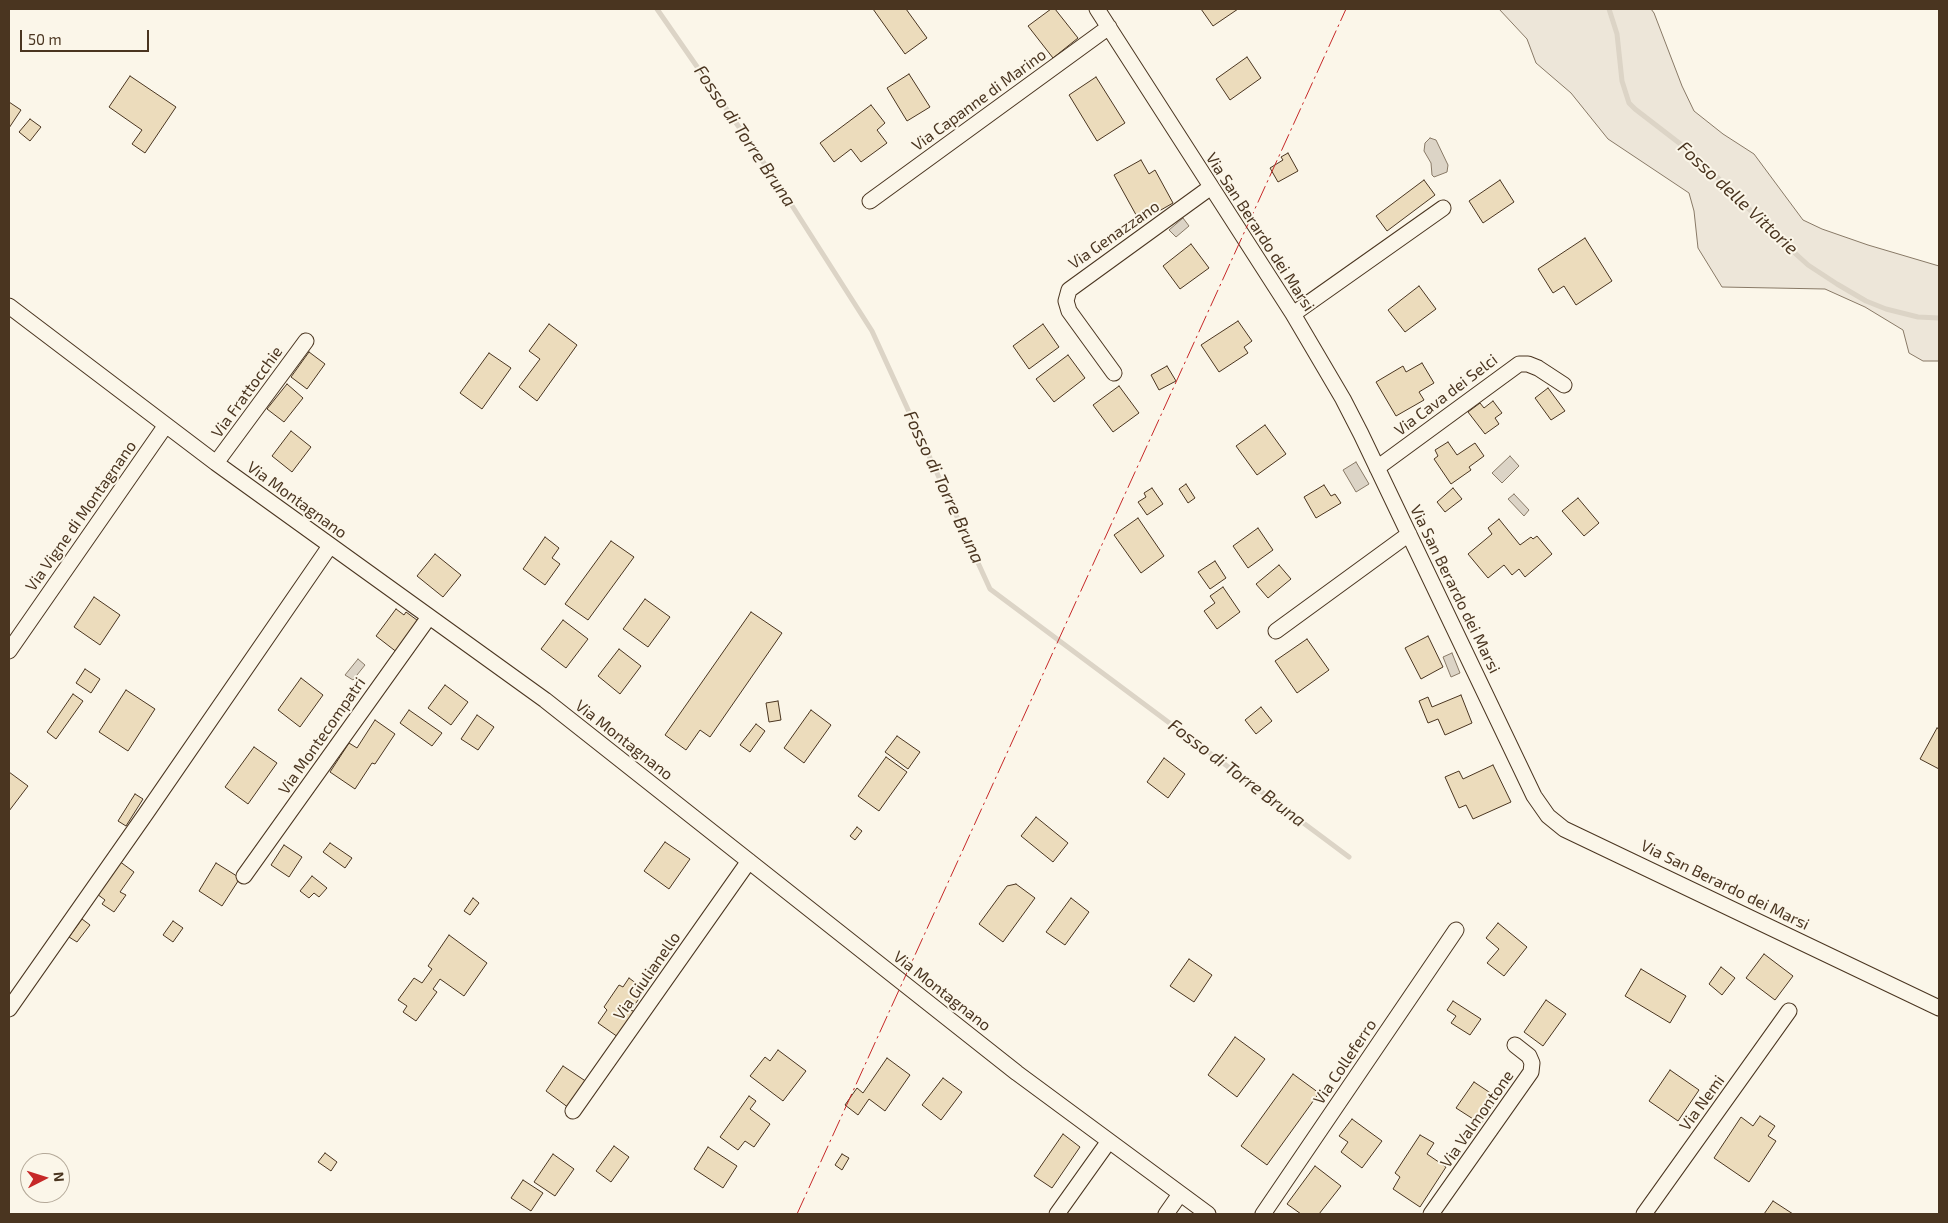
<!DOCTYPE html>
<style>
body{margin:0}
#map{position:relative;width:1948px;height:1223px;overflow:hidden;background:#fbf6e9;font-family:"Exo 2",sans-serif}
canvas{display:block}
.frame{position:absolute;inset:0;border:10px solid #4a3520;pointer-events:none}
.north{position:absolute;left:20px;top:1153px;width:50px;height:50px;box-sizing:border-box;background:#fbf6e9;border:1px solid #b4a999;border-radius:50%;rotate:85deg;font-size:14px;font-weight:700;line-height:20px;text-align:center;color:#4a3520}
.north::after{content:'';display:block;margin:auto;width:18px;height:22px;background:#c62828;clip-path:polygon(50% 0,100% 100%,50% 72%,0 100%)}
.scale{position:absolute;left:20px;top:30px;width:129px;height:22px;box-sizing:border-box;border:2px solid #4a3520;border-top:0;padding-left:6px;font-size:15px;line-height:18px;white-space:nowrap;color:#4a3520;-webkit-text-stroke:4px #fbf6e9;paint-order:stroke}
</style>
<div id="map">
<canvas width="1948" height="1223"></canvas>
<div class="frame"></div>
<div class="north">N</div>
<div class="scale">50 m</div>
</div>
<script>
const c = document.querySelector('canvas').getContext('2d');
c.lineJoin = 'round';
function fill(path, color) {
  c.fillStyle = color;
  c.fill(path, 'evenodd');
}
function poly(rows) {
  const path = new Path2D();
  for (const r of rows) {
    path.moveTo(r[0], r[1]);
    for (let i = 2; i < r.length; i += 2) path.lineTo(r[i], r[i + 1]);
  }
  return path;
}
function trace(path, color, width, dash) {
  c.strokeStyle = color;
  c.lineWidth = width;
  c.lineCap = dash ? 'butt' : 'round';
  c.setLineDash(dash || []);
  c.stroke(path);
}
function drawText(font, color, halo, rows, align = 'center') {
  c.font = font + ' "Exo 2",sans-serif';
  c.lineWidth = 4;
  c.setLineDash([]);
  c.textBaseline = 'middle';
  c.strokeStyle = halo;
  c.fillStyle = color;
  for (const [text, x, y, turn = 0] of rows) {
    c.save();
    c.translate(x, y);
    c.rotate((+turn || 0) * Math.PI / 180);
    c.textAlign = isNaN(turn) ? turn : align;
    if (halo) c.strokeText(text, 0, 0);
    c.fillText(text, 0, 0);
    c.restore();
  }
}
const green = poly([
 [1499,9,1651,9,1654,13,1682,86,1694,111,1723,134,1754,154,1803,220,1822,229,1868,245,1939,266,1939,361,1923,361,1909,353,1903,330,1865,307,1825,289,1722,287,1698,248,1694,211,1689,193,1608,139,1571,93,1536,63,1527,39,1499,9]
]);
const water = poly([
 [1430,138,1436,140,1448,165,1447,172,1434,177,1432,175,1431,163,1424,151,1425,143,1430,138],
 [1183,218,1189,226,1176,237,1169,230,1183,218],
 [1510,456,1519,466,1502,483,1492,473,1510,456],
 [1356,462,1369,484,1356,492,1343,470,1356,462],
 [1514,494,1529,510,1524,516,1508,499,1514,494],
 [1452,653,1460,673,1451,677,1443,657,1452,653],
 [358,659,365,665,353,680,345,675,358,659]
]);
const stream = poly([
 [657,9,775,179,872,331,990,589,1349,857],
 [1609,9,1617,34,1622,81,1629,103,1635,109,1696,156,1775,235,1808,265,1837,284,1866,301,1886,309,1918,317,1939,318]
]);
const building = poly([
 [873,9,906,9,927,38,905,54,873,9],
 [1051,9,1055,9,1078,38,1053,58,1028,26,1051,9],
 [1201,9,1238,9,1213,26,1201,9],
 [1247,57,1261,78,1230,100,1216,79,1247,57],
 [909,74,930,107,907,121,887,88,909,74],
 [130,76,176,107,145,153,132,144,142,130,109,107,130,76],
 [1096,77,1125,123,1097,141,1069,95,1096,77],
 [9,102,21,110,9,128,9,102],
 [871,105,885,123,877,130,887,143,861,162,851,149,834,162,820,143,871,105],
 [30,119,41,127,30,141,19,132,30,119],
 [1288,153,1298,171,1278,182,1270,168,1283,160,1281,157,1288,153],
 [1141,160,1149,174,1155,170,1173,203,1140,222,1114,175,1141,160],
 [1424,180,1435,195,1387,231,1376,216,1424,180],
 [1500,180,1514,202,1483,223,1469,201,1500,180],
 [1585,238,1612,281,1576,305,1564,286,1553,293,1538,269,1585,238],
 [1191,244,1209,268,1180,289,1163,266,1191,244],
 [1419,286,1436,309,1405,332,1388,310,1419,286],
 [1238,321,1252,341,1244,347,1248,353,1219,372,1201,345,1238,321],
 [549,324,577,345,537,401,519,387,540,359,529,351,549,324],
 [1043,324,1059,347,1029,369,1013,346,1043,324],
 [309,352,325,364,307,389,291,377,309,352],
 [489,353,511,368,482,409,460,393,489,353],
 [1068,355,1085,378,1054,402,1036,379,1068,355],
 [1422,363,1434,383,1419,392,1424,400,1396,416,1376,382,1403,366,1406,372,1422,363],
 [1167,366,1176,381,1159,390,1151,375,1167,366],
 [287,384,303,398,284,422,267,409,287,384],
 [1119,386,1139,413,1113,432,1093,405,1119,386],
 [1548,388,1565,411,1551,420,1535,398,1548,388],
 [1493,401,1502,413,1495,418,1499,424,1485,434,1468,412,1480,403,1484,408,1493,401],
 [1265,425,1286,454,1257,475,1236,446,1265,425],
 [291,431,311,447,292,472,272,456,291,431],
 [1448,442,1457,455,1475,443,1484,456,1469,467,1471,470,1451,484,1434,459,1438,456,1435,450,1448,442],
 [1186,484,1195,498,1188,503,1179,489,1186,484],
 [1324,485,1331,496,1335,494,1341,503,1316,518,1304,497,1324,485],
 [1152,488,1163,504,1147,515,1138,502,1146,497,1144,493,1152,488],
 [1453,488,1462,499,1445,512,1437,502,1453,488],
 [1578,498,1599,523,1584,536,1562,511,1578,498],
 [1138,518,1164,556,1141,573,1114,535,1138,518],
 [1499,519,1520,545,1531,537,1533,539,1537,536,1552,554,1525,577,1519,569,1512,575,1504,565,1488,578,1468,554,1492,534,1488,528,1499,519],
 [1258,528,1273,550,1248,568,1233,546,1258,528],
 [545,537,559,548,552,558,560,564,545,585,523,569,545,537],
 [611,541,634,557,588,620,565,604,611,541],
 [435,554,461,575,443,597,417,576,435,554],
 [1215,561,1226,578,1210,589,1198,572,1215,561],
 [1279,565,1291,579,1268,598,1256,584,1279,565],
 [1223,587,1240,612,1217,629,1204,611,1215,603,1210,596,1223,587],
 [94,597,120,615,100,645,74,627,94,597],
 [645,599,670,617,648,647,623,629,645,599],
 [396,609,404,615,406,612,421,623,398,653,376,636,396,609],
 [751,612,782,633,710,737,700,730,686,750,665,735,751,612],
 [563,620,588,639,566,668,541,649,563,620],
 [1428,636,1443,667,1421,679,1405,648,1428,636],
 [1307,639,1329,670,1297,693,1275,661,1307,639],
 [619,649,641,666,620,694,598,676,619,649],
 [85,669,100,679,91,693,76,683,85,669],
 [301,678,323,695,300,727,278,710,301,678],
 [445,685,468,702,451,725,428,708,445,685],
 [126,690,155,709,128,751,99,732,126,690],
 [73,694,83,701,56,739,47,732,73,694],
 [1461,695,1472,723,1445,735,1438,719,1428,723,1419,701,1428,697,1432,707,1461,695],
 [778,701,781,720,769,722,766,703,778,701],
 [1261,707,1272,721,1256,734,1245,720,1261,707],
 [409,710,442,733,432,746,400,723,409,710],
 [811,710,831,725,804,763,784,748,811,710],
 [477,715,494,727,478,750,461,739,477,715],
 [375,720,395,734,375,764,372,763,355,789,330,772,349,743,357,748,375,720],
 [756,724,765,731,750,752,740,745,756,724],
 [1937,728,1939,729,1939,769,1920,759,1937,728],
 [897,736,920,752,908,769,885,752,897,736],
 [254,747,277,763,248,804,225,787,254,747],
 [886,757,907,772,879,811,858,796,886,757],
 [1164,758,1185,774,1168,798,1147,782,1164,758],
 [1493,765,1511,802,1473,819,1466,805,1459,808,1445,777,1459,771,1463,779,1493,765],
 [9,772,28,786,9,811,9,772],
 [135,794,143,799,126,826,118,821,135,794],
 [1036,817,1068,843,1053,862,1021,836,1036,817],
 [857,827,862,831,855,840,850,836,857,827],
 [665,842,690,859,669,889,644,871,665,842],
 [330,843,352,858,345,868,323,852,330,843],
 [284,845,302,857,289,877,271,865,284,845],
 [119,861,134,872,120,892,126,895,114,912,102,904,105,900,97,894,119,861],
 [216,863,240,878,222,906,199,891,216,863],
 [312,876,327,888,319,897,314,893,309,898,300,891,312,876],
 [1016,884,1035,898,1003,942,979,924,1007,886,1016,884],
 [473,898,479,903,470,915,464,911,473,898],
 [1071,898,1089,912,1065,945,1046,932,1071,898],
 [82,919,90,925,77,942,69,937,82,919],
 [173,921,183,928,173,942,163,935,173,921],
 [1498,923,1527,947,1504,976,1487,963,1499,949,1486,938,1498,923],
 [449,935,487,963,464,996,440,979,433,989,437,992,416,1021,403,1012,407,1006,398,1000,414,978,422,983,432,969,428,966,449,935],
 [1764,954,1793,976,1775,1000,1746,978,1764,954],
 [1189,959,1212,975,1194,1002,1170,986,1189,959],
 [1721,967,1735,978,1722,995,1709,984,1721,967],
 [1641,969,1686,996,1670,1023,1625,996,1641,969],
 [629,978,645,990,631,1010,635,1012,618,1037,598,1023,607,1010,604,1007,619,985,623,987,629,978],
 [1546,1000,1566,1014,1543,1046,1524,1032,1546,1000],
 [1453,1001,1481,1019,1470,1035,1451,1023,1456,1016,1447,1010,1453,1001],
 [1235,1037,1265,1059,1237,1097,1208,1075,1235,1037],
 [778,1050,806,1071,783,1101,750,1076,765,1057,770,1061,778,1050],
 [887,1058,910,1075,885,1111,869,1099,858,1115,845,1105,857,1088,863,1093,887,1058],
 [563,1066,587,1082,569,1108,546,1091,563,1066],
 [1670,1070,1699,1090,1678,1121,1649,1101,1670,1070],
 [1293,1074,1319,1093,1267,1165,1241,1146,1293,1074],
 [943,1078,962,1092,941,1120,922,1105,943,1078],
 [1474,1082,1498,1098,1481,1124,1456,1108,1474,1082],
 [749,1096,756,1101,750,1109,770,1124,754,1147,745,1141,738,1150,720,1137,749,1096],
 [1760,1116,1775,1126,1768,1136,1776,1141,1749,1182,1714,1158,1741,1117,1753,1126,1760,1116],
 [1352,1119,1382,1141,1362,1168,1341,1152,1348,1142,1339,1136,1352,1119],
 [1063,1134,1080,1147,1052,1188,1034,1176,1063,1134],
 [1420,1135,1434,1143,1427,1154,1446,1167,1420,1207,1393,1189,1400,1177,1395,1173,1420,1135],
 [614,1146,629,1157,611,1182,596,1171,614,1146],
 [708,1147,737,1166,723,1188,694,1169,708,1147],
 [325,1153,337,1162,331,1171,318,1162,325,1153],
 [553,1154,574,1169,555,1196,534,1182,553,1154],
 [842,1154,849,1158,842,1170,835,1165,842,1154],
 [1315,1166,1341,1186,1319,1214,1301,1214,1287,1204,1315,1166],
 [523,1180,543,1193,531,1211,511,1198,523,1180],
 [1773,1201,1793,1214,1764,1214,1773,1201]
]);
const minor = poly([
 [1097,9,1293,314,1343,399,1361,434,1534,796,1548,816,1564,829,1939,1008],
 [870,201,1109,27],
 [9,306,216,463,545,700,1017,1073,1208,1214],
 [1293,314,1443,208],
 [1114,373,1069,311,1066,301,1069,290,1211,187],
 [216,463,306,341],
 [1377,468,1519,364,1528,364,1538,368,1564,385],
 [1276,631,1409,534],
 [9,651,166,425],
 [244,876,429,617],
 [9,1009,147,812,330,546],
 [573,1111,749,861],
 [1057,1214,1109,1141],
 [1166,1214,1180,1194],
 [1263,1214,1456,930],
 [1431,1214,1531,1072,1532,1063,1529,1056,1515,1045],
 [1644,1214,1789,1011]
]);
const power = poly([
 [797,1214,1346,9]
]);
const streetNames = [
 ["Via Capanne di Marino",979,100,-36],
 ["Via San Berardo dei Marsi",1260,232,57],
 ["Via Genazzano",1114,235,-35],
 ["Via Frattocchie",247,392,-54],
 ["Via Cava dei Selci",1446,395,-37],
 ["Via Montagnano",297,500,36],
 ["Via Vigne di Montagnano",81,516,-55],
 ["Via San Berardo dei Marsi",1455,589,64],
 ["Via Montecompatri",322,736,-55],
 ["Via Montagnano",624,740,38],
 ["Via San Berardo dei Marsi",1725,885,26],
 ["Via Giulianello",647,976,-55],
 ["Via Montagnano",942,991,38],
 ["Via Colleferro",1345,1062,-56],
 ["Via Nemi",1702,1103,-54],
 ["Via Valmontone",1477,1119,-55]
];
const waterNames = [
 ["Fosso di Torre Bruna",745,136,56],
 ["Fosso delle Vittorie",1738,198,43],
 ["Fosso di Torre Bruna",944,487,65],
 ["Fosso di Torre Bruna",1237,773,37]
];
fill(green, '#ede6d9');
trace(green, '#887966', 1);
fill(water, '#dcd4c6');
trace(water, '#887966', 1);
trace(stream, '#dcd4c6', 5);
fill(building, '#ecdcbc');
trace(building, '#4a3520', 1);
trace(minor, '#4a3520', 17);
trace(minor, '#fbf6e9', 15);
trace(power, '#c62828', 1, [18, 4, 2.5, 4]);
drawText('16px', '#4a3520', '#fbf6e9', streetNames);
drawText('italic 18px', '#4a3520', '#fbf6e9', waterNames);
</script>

(EXERCISE BRIEF)
From the first line of the entries above down to the line holding "0,100% 100%,50% 72%,0", quote each line exactly and nothing else, skipping pictures.

(TASK RESPONSE)
<!DOCTYPE html>
<style>
body{margin:0}
#map{position:relative;width:1948px;height:1223px;overflow:hidden;background:#fbf6e9;font-family:"Exo 2",sans-serif}
canvas{display:block}
.frame{position:absolute;inset:0;border:10px solid #4a3520;pointer-events:none}
.north{position:absolute;left:20px;top:1153px;width:50px;height:50px;box-sizing:border-box;background:#fbf6e9;border:1px solid #b4a999;border-radius:50%;rotate:85deg;font-size:14px;font-weight:700;line-height:20px;text-align:center;color:#4a3520}
.north::after{content:'';display:block;margin:auto;width:18px;height:22px;background:#c62828;clip-path:polygon(50% 0,100% 100%,50% 72%,0 100%)}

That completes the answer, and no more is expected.